Header
Homepage > Papers > How AI "learns" to think? (6/6)

How AI "learns" to think? (6/6)

Kako AI „uči“ razmišljati? (6/6)

So far, we have learned how AI models are built from massive amounts of data and how they learn the rules of conversation by mimicking humans. Newer models, such as the OpenAI o1 or DeepSeek R1 series, represent a major shift: they no longer just mimic human responses but have begun to solve logical problems independently. Andrej Karpathy explains this leap through the third and most advanced stage of development: Reinforcement Learning (RL). Reinforcement Learning – RL).

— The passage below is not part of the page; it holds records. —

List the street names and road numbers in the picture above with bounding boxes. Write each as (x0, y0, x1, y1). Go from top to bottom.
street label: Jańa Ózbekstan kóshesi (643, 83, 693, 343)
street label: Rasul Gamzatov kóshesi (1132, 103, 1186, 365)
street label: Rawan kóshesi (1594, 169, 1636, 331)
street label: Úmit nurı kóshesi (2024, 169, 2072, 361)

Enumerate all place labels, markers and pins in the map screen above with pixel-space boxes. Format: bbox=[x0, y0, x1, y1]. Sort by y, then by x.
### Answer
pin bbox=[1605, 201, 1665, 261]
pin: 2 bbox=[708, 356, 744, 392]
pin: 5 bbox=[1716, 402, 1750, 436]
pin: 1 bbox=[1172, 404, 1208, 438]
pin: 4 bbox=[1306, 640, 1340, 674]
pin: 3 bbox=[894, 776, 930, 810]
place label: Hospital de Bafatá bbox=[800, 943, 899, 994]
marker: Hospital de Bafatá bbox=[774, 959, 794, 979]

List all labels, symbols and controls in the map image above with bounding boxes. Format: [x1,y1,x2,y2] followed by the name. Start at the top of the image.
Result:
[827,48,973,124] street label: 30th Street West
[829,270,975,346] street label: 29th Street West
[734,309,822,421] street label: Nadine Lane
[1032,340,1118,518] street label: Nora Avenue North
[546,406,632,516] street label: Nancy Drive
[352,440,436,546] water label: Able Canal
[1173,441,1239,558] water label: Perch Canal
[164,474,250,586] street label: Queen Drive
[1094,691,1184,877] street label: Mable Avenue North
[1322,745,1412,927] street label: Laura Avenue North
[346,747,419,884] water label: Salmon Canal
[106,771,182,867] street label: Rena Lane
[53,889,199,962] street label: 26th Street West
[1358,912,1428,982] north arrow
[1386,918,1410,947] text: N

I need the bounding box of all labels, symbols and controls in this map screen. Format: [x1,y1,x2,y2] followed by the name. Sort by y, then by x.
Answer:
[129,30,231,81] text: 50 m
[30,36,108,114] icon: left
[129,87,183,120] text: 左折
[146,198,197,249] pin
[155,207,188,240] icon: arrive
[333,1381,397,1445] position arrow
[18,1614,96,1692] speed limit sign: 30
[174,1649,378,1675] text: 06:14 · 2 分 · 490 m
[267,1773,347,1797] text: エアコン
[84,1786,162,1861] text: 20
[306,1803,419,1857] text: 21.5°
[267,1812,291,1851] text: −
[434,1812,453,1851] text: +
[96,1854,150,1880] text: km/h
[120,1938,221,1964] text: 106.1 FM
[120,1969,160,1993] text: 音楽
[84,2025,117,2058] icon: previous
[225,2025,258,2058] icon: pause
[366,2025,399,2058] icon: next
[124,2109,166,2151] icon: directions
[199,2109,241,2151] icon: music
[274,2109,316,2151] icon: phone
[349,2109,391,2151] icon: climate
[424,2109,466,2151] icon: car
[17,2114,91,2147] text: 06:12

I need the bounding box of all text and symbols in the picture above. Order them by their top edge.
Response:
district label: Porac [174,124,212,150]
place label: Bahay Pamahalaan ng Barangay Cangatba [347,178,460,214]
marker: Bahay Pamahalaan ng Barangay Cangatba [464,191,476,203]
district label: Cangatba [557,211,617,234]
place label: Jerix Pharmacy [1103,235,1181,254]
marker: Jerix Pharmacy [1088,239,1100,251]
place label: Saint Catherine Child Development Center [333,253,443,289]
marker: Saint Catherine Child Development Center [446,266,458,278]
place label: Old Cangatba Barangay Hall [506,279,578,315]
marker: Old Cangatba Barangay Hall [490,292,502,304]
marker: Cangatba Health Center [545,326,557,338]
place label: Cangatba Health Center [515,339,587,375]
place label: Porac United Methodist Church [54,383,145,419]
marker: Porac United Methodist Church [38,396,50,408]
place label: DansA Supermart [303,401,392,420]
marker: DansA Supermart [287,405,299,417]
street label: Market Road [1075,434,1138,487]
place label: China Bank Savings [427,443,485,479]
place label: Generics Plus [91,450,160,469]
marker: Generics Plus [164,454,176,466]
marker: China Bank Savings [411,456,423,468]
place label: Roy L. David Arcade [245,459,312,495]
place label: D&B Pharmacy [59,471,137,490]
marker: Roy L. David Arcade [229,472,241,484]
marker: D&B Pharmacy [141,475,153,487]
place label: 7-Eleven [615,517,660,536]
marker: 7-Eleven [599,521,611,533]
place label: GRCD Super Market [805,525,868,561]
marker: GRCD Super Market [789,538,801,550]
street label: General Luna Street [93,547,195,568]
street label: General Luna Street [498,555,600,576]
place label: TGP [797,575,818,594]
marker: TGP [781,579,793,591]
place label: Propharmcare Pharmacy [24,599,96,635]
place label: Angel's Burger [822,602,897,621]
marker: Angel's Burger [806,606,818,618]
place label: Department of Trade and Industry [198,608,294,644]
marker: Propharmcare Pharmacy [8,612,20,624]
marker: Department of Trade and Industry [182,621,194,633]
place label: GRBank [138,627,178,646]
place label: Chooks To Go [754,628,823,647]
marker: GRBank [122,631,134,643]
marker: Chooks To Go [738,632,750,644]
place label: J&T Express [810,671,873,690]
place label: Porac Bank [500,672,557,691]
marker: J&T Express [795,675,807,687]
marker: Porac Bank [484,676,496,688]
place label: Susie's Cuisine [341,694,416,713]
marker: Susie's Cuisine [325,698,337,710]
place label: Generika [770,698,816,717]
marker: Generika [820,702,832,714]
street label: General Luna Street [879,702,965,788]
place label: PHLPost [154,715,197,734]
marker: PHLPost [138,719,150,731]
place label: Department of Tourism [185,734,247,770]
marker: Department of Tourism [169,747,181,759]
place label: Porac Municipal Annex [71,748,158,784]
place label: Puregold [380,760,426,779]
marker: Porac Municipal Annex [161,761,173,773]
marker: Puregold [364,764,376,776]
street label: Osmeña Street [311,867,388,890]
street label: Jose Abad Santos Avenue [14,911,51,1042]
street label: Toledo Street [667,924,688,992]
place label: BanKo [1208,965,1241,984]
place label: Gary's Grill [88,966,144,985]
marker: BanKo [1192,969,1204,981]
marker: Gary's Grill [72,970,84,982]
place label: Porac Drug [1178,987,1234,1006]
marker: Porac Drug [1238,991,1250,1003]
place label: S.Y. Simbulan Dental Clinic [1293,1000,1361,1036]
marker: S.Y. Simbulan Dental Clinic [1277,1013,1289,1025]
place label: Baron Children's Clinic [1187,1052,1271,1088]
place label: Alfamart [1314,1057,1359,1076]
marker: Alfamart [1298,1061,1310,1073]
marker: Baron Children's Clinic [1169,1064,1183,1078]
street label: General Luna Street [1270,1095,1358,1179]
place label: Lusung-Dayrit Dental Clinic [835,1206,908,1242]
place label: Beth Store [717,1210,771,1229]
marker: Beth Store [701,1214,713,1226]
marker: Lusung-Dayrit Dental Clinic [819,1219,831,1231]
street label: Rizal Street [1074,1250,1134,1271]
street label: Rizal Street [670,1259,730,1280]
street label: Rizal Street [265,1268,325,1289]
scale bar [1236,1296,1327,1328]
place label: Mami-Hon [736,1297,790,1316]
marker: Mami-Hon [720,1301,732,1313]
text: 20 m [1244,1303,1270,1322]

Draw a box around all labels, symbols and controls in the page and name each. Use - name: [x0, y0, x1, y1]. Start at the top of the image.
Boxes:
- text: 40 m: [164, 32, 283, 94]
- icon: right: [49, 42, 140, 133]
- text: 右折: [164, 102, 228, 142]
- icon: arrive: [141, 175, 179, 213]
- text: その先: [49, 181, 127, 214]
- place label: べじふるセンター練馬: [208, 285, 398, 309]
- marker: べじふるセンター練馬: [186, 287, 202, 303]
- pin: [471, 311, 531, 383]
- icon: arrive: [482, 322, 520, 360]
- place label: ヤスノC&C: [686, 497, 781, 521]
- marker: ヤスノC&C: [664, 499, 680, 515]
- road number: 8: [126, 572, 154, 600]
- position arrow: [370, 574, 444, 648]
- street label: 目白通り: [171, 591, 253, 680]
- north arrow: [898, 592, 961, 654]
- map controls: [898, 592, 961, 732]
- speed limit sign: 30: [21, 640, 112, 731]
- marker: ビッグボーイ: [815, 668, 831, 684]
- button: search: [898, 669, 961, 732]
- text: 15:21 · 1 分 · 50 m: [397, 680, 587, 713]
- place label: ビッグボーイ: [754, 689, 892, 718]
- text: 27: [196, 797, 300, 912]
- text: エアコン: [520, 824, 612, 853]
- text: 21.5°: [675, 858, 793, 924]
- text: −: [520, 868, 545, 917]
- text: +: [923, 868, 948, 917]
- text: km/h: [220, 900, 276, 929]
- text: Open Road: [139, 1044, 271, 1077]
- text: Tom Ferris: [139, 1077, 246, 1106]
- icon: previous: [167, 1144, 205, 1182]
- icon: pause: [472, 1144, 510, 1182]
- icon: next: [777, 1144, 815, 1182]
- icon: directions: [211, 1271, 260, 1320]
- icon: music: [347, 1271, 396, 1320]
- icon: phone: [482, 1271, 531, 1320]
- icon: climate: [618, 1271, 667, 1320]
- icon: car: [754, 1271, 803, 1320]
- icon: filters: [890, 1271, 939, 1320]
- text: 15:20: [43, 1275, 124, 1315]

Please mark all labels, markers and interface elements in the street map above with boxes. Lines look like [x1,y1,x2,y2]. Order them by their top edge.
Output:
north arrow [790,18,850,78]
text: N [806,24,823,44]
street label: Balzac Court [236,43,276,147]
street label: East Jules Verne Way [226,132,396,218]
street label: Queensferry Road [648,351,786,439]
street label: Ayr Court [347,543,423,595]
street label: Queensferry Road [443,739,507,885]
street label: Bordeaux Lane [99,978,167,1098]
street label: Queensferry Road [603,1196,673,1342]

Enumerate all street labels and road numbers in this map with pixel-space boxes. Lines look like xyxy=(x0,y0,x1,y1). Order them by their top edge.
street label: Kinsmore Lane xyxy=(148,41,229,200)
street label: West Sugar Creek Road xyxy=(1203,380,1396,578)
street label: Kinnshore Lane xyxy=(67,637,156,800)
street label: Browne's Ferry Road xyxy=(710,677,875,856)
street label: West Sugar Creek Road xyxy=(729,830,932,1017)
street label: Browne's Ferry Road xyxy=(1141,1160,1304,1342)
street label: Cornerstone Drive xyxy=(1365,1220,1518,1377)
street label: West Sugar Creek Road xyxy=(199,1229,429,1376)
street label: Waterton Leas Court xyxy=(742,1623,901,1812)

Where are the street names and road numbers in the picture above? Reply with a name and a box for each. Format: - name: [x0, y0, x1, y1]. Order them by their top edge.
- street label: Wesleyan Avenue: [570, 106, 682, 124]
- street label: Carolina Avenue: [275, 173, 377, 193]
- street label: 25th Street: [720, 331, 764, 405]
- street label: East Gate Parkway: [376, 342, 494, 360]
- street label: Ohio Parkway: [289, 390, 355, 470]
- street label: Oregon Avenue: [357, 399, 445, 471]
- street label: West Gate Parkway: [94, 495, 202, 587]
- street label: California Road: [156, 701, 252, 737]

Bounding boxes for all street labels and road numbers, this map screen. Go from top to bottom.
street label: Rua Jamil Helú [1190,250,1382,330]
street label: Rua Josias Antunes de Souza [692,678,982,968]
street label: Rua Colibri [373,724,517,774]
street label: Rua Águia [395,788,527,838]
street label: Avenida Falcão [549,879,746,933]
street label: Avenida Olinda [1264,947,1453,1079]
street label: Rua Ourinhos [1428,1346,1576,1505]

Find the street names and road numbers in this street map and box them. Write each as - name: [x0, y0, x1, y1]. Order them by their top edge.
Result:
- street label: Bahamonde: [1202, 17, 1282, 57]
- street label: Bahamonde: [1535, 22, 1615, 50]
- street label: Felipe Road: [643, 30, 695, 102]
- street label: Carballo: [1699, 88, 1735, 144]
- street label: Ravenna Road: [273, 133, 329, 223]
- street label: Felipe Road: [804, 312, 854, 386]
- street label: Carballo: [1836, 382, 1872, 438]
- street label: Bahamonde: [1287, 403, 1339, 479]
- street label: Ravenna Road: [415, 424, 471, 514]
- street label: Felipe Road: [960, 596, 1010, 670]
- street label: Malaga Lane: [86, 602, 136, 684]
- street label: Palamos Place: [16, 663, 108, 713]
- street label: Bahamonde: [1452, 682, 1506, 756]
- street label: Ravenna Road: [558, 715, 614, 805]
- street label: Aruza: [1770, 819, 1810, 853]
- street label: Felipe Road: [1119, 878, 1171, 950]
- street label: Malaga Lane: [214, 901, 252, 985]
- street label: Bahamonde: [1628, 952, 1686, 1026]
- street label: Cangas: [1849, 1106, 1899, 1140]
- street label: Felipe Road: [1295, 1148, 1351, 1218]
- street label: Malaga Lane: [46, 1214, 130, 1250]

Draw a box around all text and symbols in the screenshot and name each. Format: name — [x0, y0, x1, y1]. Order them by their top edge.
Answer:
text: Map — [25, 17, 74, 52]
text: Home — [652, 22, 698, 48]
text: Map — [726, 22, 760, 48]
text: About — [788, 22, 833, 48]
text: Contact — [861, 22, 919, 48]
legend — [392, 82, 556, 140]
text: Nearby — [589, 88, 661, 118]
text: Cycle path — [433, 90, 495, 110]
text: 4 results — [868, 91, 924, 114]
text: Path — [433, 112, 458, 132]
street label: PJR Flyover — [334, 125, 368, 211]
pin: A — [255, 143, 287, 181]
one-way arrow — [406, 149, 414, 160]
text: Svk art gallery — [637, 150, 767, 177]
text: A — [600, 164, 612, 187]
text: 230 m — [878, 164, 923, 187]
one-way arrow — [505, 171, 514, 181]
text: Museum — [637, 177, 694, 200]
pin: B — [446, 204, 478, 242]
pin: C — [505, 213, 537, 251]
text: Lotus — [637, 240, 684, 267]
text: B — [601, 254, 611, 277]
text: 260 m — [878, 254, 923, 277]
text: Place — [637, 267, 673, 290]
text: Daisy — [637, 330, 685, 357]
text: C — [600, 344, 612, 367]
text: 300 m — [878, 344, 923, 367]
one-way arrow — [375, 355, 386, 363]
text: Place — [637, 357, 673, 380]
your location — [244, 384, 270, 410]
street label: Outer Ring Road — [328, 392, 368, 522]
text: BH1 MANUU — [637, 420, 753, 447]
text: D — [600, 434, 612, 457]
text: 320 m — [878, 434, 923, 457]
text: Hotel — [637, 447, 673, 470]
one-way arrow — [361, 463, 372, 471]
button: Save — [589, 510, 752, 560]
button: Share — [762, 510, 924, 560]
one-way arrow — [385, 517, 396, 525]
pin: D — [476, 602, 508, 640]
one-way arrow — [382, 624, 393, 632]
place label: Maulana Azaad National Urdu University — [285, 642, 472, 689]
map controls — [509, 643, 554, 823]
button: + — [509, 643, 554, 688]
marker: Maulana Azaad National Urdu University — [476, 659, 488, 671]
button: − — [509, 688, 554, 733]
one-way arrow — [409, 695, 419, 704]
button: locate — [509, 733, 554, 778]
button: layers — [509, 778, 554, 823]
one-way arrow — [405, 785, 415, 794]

The Three Stages of AI Schooling

Karpathy uses a schooling analogy to explain this technological progress:

  • Čitanje udžbenika (prethodno treniranje): Model upija golemo znanje s interneta, ali ga još ne zna koristiti u razgovoru.
  • Gledanje rješenja (SFT): Model promatra kako ljudi rješavaju zadatke i pokušava ih kopirati. Tako nastaju standardni asistenti koji ne mogu biti pametniji od čovjeka kojeg imitiraju.
  • Zadatci za vježbu (RL): Ovo je faza u kojoj model samostalno rješava probleme. Baš kao učenik koji vježba zadatke na kraju poglavlja, AI pokušava tisuće različitih pristupa dok sam ne dođe do točnog rezultata.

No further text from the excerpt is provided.